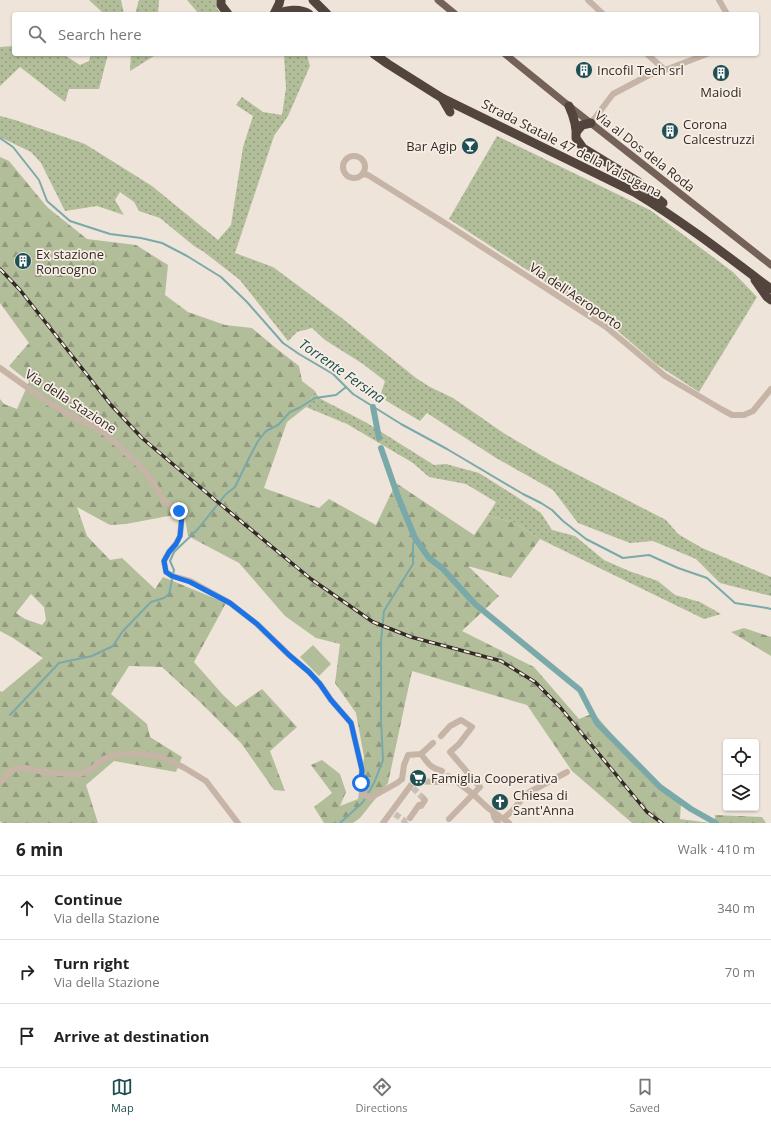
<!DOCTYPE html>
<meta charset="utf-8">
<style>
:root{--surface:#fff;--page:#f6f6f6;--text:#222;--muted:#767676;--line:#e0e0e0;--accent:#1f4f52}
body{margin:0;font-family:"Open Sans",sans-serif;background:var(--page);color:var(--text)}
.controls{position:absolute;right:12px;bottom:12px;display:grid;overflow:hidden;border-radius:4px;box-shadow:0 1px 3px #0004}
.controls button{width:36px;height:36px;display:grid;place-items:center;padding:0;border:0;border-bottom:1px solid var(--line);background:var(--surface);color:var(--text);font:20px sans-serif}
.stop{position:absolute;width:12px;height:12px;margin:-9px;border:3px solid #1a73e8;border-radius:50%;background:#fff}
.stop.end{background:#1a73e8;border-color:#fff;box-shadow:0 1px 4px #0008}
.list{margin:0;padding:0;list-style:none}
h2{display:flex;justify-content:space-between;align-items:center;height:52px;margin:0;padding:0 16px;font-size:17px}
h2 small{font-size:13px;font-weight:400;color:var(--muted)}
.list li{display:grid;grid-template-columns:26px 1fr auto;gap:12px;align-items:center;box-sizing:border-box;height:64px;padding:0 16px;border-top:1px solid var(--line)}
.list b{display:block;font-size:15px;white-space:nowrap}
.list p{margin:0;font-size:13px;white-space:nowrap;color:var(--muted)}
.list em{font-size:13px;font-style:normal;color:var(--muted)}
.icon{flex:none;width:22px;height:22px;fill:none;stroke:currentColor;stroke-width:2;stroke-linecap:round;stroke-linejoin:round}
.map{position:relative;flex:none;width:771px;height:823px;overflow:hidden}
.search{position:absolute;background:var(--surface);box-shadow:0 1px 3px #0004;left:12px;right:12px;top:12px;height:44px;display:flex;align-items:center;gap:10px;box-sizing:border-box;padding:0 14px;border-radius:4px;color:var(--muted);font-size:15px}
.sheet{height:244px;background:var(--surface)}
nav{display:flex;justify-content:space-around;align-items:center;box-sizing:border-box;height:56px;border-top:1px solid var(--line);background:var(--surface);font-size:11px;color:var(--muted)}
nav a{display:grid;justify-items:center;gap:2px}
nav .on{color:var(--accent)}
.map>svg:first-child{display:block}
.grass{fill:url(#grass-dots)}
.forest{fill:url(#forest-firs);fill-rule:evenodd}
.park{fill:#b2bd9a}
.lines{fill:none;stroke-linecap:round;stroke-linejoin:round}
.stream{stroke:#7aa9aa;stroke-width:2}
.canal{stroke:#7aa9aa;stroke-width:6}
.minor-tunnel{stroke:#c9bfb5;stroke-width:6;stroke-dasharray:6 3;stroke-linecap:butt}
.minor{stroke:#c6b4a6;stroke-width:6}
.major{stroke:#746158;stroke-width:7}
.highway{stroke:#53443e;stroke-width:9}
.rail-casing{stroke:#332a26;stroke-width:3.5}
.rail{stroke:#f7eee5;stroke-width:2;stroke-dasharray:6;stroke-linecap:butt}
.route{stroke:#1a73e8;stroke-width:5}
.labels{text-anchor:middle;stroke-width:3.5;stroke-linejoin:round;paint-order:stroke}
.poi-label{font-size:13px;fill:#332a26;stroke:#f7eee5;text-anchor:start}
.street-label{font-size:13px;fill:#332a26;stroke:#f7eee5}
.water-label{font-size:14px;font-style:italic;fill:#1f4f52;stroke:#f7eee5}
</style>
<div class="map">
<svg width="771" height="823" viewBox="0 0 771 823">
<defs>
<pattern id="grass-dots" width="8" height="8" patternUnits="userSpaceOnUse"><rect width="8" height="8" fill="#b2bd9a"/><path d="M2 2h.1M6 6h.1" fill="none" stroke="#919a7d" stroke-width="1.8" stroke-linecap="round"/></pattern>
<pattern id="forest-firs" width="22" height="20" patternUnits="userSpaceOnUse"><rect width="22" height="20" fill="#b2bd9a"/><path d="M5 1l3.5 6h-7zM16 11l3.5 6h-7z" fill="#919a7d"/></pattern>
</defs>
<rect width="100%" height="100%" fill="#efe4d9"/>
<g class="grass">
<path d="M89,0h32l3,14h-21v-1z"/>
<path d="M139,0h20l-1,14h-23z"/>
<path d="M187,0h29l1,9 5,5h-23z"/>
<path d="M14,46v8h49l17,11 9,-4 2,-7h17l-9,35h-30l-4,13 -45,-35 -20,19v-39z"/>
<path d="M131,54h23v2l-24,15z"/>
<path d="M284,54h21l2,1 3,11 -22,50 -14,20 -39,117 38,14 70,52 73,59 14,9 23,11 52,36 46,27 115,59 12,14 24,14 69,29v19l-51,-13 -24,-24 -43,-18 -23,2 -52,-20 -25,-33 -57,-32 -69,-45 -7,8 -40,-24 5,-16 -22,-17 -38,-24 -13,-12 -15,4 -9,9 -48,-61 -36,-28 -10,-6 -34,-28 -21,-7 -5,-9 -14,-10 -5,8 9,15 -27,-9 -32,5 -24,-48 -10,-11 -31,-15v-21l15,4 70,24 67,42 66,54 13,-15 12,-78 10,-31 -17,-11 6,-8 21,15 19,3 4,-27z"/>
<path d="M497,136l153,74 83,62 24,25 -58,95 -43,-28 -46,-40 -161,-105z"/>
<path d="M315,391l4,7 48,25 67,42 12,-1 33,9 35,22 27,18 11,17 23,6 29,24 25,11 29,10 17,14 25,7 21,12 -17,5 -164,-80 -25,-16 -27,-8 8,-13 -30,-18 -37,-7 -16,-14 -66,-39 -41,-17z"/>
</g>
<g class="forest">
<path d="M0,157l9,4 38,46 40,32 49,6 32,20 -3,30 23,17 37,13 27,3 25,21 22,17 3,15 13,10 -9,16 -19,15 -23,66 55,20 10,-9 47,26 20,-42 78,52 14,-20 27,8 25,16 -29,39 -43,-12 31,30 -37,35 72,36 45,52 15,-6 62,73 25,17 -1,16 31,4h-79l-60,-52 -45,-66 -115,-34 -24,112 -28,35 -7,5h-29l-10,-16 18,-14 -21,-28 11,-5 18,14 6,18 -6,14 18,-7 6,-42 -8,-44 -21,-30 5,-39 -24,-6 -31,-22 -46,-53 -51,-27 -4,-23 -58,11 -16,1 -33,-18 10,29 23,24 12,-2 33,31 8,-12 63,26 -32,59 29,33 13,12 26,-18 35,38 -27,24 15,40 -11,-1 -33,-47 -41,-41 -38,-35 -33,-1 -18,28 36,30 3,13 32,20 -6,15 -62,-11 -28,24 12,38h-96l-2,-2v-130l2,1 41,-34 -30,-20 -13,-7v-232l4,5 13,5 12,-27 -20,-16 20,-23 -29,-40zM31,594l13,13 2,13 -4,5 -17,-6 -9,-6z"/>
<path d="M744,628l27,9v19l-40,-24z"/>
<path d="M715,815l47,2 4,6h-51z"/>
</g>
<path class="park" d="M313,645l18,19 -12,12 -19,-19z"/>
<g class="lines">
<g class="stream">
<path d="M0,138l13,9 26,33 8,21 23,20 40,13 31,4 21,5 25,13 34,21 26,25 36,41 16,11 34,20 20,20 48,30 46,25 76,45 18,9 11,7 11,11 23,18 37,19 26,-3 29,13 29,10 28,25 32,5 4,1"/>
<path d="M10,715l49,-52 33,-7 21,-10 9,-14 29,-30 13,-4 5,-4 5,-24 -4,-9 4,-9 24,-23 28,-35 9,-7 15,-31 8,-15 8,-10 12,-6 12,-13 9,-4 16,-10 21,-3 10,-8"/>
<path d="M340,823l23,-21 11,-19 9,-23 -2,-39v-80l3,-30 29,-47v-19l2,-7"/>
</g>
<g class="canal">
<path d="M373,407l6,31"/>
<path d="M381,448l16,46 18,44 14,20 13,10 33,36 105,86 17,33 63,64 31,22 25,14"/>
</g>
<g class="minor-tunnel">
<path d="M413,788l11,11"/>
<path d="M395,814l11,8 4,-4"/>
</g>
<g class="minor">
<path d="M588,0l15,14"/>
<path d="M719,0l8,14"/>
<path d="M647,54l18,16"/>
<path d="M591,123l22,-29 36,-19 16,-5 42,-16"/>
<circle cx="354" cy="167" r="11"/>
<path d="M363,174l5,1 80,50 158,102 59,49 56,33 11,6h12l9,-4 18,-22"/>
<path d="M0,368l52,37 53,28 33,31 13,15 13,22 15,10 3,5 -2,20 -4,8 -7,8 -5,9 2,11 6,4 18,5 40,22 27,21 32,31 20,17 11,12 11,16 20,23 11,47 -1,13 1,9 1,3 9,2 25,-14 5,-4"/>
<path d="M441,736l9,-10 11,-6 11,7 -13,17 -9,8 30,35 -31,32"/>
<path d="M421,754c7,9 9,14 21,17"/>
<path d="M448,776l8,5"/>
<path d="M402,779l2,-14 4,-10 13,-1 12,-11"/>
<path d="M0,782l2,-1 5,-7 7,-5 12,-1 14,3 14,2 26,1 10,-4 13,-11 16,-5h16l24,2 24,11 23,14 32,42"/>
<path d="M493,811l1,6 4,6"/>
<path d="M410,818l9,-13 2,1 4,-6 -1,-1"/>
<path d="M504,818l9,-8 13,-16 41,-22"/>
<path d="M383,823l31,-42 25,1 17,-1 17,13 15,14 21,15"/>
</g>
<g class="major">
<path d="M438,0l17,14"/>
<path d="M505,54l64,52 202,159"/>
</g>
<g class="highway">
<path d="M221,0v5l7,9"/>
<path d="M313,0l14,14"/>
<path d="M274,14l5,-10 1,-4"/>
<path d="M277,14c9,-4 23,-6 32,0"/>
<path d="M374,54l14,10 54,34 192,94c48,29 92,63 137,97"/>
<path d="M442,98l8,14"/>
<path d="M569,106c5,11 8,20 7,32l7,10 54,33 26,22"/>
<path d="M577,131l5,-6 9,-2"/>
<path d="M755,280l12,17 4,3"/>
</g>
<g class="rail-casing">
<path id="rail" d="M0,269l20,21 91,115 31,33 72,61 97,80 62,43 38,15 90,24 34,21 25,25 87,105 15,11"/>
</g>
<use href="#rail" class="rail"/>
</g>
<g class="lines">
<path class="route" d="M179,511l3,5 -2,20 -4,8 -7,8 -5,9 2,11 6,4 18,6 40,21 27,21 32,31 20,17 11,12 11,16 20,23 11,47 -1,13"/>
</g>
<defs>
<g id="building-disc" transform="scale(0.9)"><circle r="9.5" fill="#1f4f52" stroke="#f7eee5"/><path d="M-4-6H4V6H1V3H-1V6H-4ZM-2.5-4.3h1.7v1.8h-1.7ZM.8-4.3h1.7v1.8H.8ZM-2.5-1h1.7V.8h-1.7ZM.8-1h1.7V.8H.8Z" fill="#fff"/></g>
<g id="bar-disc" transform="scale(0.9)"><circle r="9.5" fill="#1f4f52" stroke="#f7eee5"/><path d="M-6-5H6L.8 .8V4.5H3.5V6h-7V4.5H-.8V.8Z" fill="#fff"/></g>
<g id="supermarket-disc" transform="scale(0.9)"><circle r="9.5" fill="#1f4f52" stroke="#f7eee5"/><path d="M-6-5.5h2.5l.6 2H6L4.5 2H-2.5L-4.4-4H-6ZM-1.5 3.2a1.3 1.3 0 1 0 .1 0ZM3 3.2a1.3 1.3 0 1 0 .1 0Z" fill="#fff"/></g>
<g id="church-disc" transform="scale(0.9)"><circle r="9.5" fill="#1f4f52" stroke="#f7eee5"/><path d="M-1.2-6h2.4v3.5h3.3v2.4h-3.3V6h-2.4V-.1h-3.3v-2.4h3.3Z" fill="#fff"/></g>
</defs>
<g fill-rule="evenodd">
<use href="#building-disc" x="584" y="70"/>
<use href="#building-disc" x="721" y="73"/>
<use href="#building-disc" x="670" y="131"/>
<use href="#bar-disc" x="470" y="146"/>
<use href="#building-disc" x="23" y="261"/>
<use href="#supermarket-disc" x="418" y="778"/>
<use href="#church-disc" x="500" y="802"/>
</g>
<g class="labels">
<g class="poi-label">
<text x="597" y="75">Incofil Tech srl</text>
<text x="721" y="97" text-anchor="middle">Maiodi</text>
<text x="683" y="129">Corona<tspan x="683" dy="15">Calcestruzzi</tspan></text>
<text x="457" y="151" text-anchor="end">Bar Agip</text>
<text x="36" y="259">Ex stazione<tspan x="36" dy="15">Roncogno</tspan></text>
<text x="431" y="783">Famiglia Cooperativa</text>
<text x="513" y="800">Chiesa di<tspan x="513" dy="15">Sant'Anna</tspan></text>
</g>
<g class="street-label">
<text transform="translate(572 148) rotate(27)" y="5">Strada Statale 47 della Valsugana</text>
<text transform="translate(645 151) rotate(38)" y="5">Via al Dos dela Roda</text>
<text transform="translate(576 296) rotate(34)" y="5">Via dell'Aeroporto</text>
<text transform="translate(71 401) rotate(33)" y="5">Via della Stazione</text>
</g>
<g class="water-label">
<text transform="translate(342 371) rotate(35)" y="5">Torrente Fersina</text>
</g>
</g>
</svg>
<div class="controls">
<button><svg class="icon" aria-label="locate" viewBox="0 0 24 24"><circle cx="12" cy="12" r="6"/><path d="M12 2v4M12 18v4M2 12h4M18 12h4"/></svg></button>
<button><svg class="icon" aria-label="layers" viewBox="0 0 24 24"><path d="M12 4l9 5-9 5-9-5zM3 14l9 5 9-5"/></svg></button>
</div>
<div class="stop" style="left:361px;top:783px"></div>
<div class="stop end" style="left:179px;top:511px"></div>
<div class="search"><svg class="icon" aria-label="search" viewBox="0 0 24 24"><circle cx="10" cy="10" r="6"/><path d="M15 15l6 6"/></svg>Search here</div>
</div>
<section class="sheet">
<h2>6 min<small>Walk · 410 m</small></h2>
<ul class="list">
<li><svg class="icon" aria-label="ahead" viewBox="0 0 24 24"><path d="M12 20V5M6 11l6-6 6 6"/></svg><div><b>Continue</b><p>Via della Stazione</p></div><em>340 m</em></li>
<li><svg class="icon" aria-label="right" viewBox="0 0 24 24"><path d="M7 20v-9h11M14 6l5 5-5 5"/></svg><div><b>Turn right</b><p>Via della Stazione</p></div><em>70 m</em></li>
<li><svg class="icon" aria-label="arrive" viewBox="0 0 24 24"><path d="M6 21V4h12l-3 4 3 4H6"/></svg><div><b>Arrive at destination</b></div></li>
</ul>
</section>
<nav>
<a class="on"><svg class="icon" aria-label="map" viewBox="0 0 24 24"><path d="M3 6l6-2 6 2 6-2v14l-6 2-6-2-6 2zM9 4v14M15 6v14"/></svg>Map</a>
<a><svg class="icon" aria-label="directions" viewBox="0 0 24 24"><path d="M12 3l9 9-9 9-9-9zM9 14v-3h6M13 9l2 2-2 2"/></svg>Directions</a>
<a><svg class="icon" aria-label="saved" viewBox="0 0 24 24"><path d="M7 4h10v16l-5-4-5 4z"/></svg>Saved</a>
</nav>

**Exercise**
Using the records above, copy word for word the line with "della Stazione</p></div><em>340 m</em></li>", the line with "6 2 6-2v14l-6", and every line between them.

**Completed task**
<li><svg class="icon" aria-label="ahead" viewBox="0 0 24 24"><path d="M12 20V5M6 11l6-6 6 6"/></svg><div><b>Continue</b><p>Via della Stazione</p></div><em>340 m</em></li>
<li><svg class="icon" aria-label="right" viewBox="0 0 24 24"><path d="M7 20v-9h11M14 6l5 5-5 5"/></svg><div><b>Turn right</b><p>Via della Stazione</p></div><em>70 m</em></li>
<li><svg class="icon" aria-label="arrive" viewBox="0 0 24 24"><path d="M6 21V4h12l-3 4 3 4H6"/></svg><div><b>Arrive at destination</b></div></li>
</ul>
</section>
<nav>
<a class="on"><svg class="icon" aria-label="map" viewBox="0 0 24 24"><path d="M3 6l6-2 6 2 6-2v14l-6 2-6-2-6 2zM9 4v14M15 6v14"/></svg>Map</a>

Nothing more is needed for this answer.